[Items from a data source]
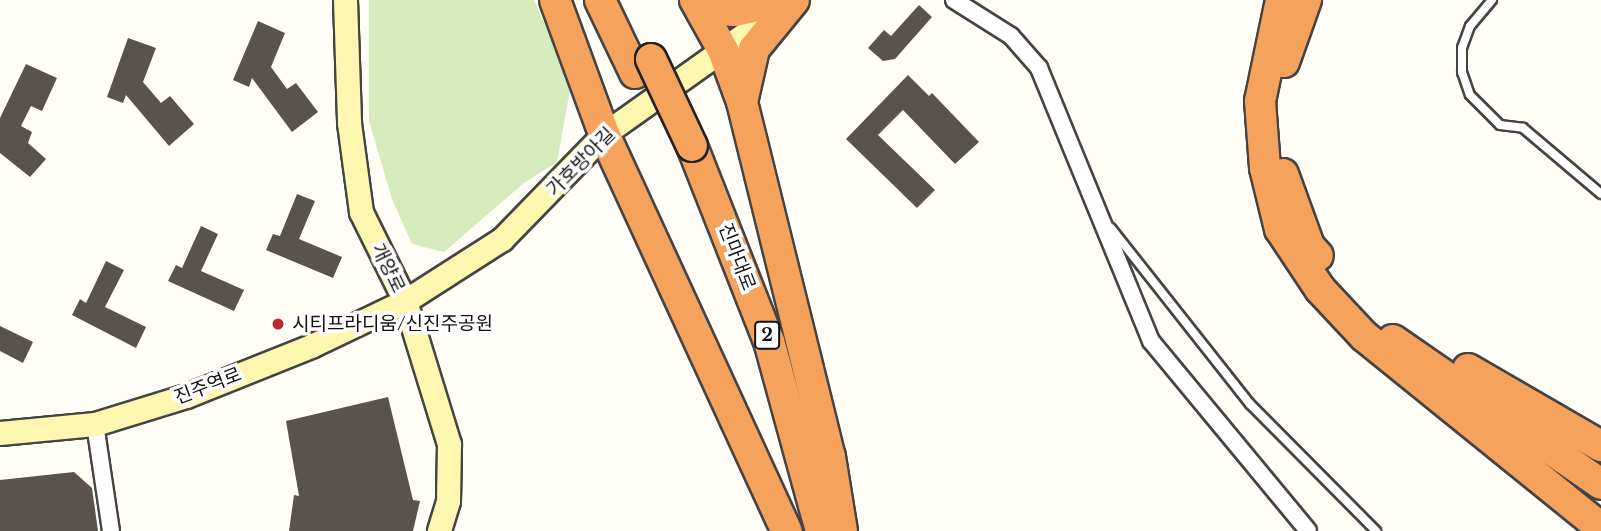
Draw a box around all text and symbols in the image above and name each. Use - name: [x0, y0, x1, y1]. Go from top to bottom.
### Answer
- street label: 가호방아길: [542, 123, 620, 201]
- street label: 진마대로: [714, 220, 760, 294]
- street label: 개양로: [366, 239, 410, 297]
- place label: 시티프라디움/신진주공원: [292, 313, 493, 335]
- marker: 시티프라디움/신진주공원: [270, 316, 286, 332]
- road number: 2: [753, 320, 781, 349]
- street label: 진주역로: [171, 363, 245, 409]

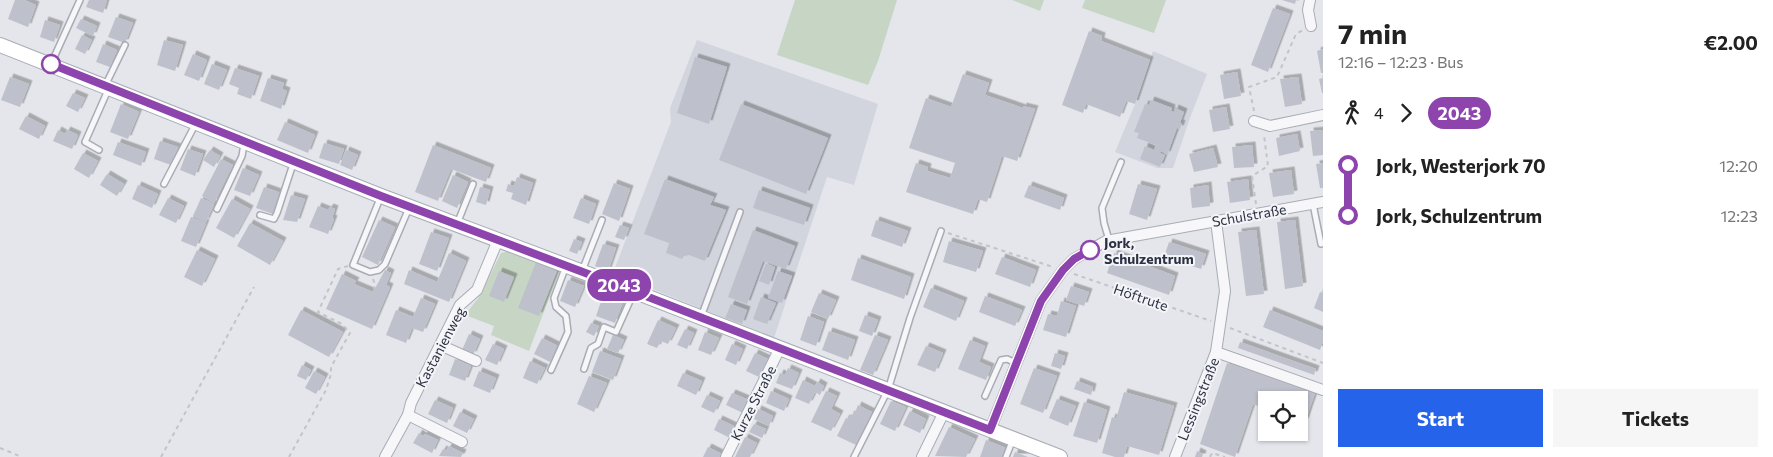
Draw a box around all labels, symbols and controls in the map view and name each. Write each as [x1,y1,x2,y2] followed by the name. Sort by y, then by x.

[TASK OBJECTIVE]
Give the count, and only the count, of lines in these records that hold the string "Draw".

[RESPONSE TO THE EXERCISE]
2